Integrating this view into the model could remedy the inconsistencies - but not without answering some questions. Specifically, the hindrance-challenge research rarely considers job resources, and it's important to know what the beneficial effects of challenges are after resources are taken into account. (If increases in workload were sometimes accompanied by a free expresso, we'd want our analysis to separate caffeine from the workload effect.)

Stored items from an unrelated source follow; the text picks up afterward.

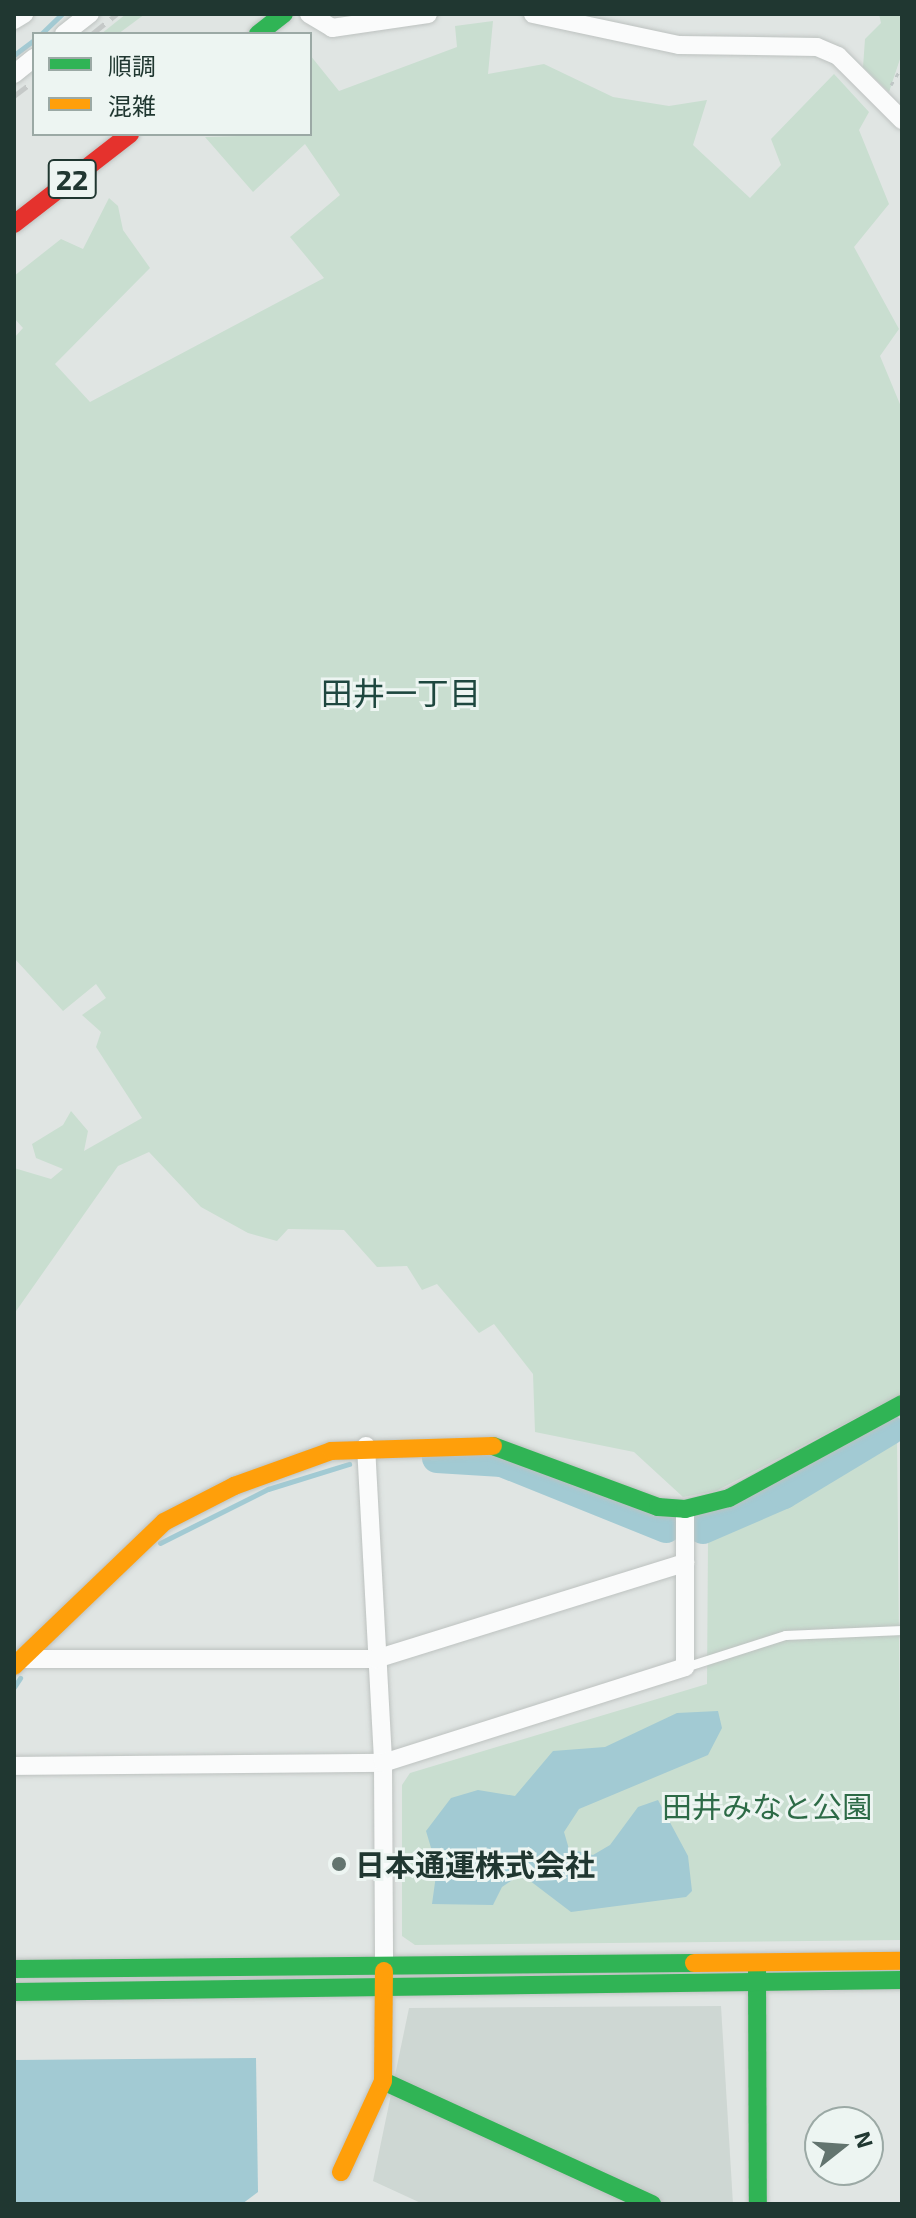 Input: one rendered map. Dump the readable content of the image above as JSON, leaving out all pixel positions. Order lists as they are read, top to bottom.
{
  "streets": {
    "street": ["22"]
  },
  "districts": ["田井一丁目"],
  "parks": ["田井みなと公園"],
  "places": ["日本通運株式会社"],
  "legend": ["順調", "混雑"],
  "north": "right"
}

The study asked participants to complete questionnaires reporting levels of exhaustion (a measure of energy depletion) and vigour (stimulation), together with ratings of various job characteristics: demands (negative workhome interference and emotional demands), challenges (workload and cognitive demands), and resources (autonomy and social support). It used two samples, seeking to generalise beyond a single industry: these were 261 call centre agents and 441 police officers, distinctive due to more education and seniority.

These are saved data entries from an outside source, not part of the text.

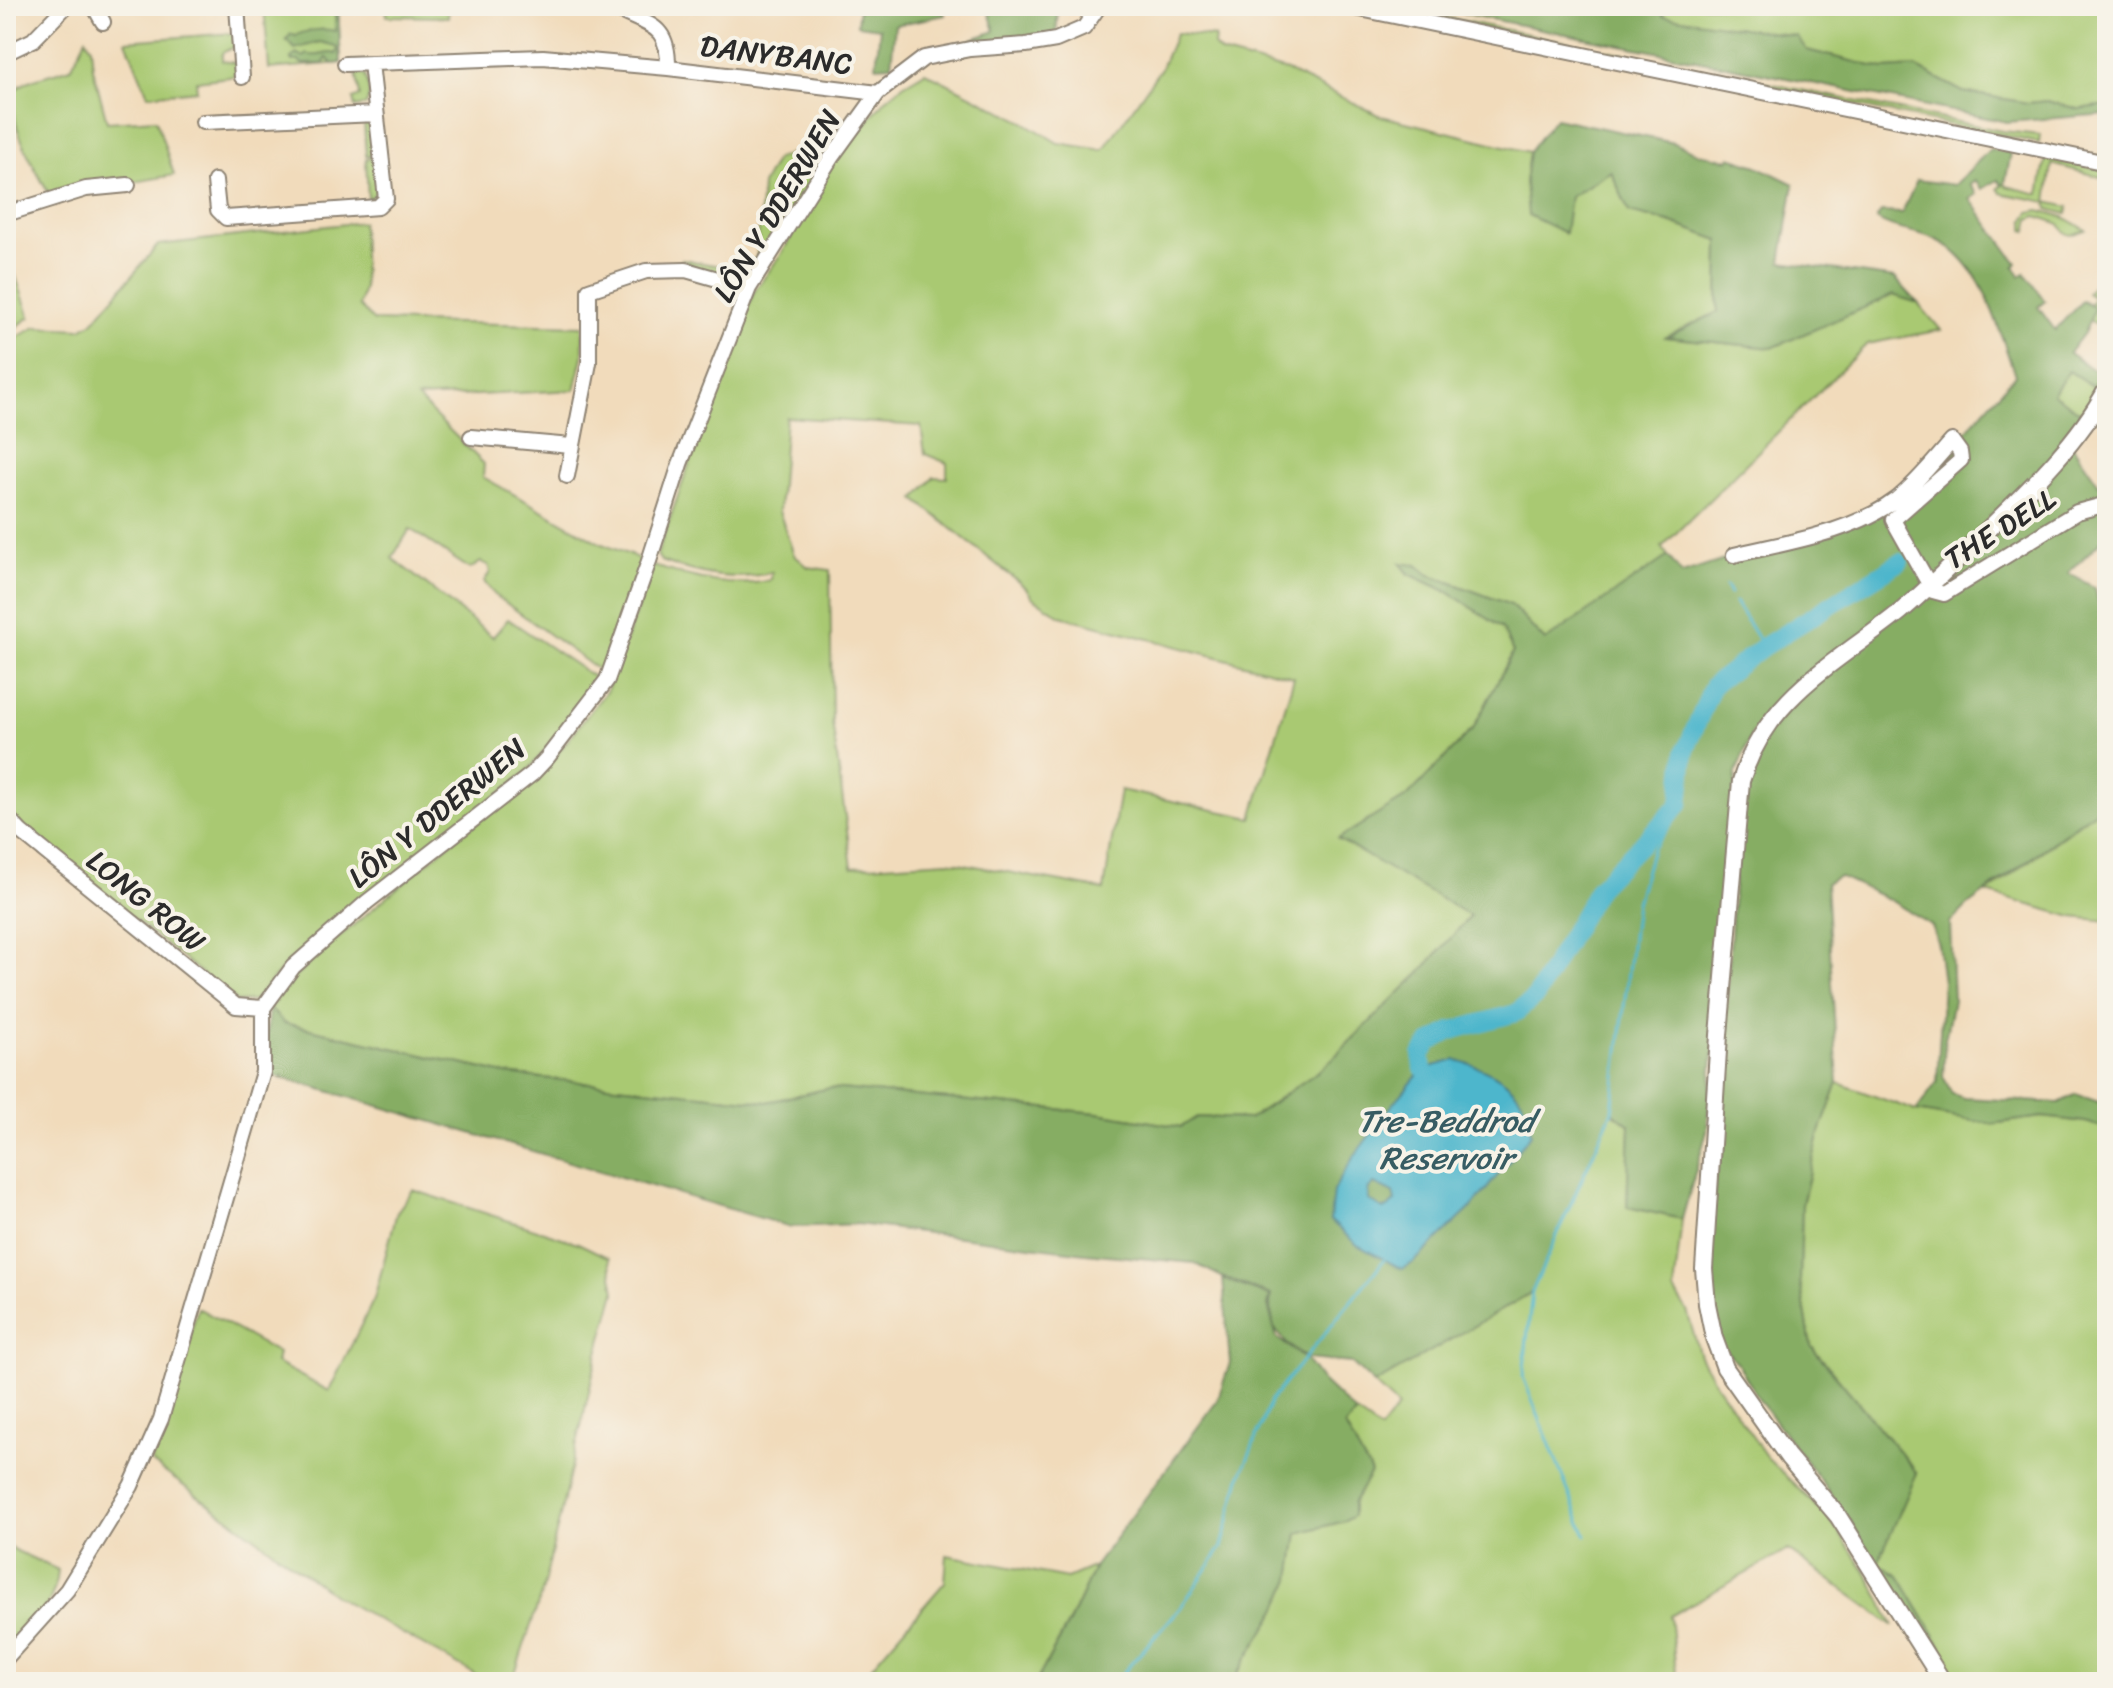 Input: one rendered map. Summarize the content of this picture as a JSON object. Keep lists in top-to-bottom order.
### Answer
{
  "streets": {
    "street": [
      "DANYBANC",
      "LÔN Y DDERWEN",
      "THE DELL",
      "LONG ROW"
    ]
  },
  "crossings": [
    ["DANYBANC", "LÔN Y DDERWEN"],
    ["LÔN Y DDERWEN", "LONG ROW"]
  ],
  "water": ["Tre-Beddrod Reservoir"]
}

They found that higher vigour - the good stuff - was not only associated with lower hindrances and higher job resources, but also with higher job challenges. Modelling the data confirmed that challenges had a significant and separate effect to job resources. (Bang goes my expresso theory.)

The story for exhaustion was less straightforward. Generally it increased with higher job demands and lower job resources*, in line with expectations. However the authors found no relationship either way to job challenges surprising, as traditionally these would be classed as job demands, and demands = energy depletion. The authors recommend future work consider treating energy as elastic rather than as a fixed resource: challenges may produce energy to balance what they expend.

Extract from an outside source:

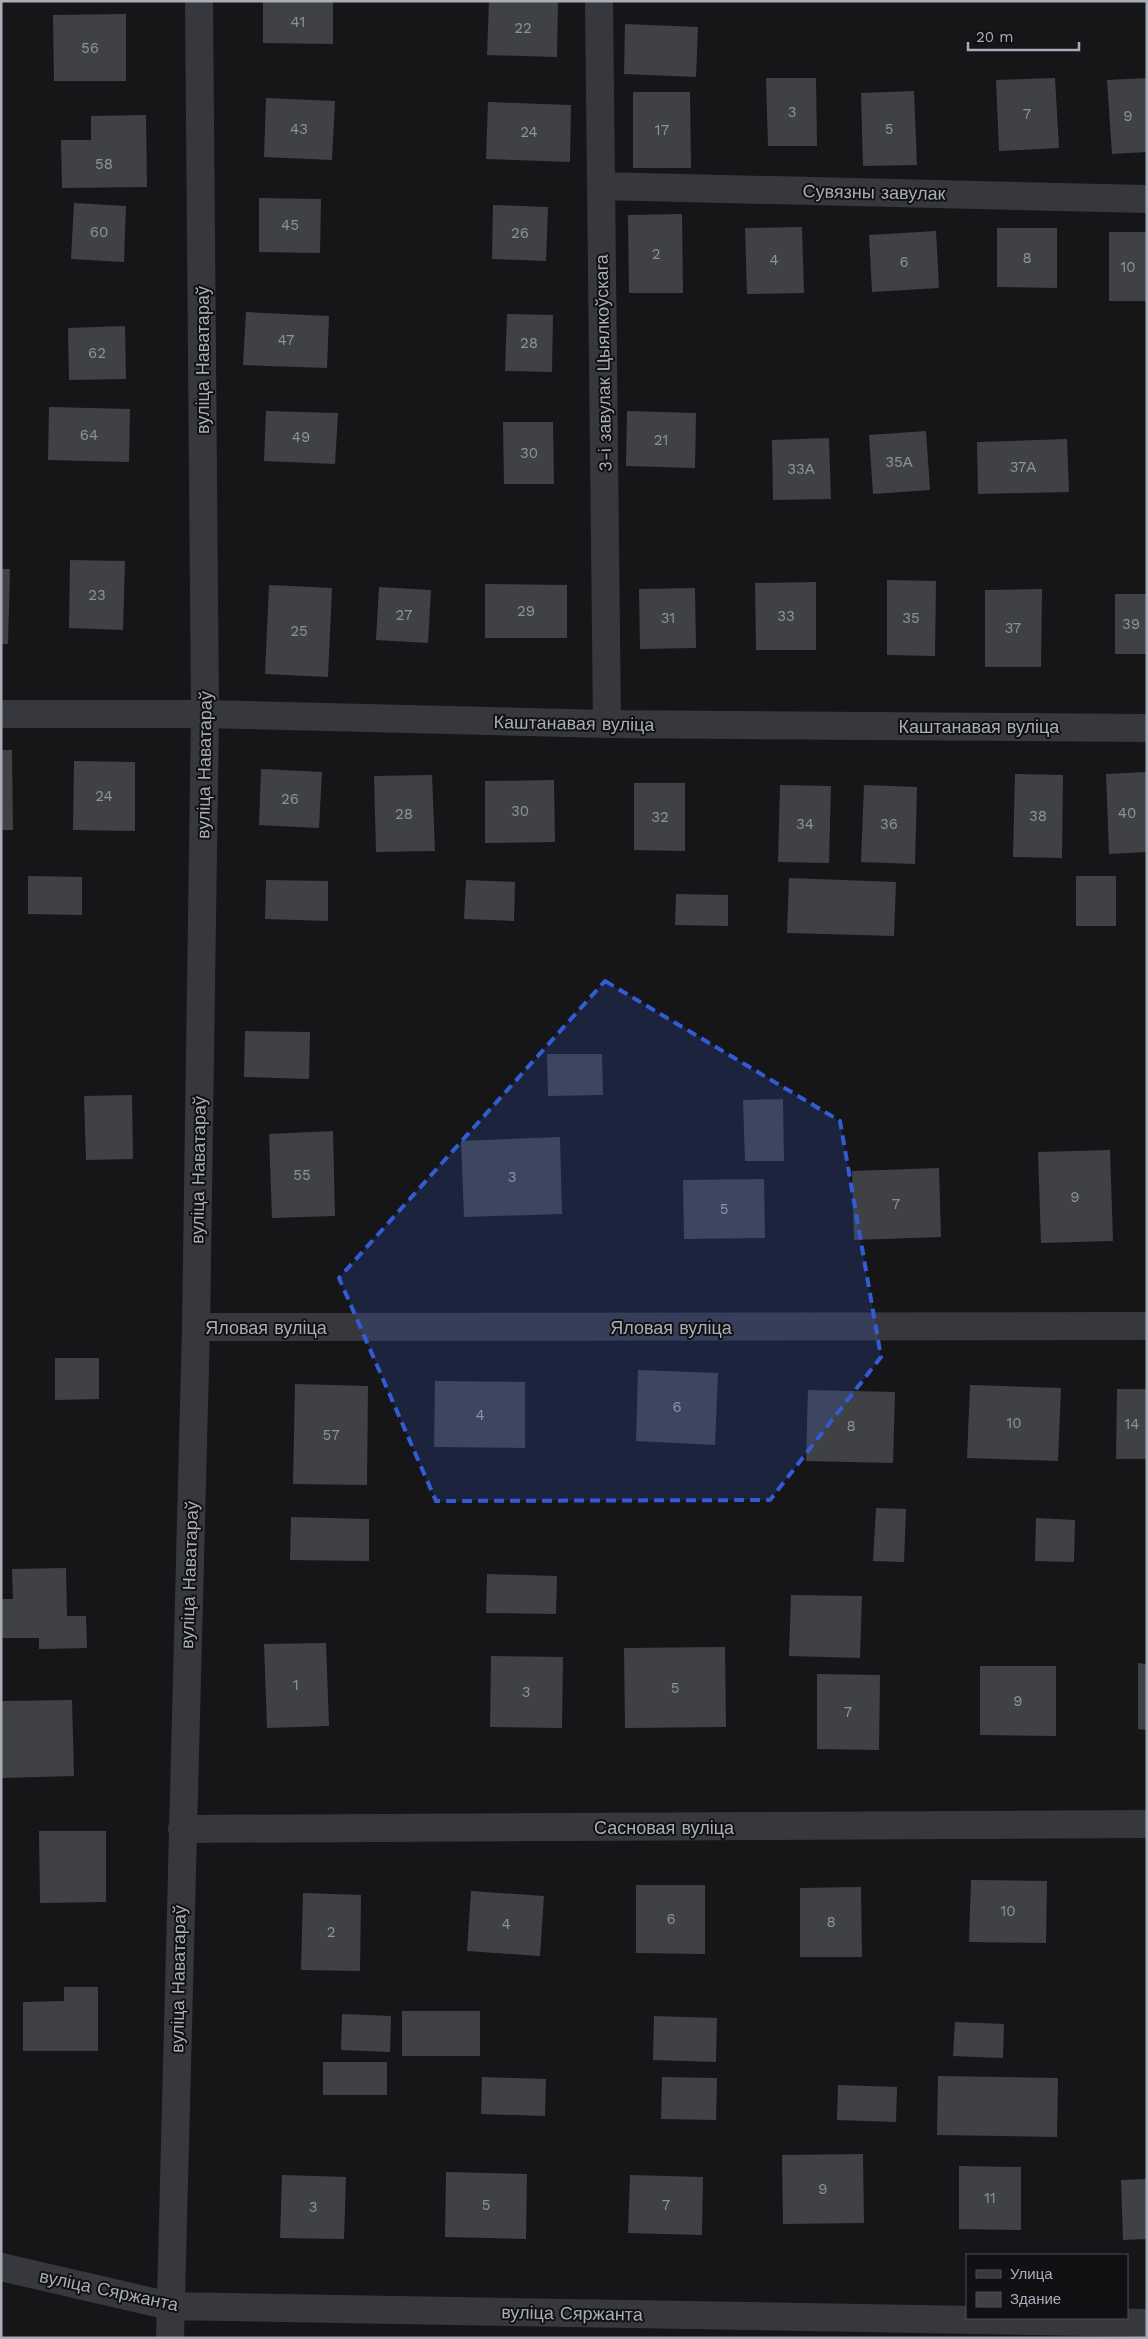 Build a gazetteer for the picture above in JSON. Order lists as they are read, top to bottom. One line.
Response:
{"streets":{"street":["Сувязны завулак","вуліца Наватараў","3-і завулак Цыялкоўскага","Каштанавая вуліца","Яловая вуліца","Сасновая вуліца","вуліца Сяржанта"]},"crossings":[["Сувязны завулак","3-і завулак Цыялкоўскага"],["вуліца Наватараў","Каштанавая вуліца"],["вуліца Наватараў","Яловая вуліца"],["вуліца Наватараў","Сасновая вуліца"],["вуліца Наватараў","вуліца Сяржанта"],["3-і завулак Цыялкоўскага","Каштанавая вуліца"]],"house_numbers":["41","22","56","3","7","9","43","5","17","24","58","45","60","26","2","8","4","6","10","47","28","62","64","49","21","30","35А","37А","33А","23","29","27","33","31","35","39","37","25","24","26","30","40","28","38","32","34","36","55","3","9","7","5","6","4","10","14","8","57","1","5","3","9","7","10","6","8","4","2","9","11","5","7","3"],"legend":["Улица","Здание"],"scale_bar":"20 m"}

The study makes it clear that job challenges are made of different stuff from both job resources and their job demand cousins, hindrances, and modelling the data using three characteristics did a better job than the Demand-Resource model (or indeed, other ways to pair the characteristics).

Implications

As a practitioner, a model is a useful way to carve up the world: to consider the stresses and supports in a role for job redesign, or as touch-points for a developmental discussion. Many such models are spirited out of the air, and an approach that's evidence based is hugely preferable.

But when a model doesn't reflect the nuance of personal experience, people won't buy it. For many people, the cognitive load of a job isn't simply a hassle, a drain. It has a further quality, one the study's authors relate to Selye's concept of eustress- stress that spurs us forward. To separate these challenges from the disruptive distress of a hindrance feels right, and this study provides evidence that doing so sharpens this solid model of what's in a job.


Van den Broeck, A., De Cuyper, N., De Witte, H. & Vansteenkiste, M. (2010). Not all job demands are equal: Differentiating job hindrances and job challenges in the Job Demands–Resources model. European Journal of Work and Organizational Psychology, 19(6), 735-759. doi:10.1080/13594320903223839


*For the call centre workers, job resources did not relate to exhaustion. The authors suggest that in this group of more temporary workers exhaustion was driven by immediate concerns rather than long-term issues the resources can shield against.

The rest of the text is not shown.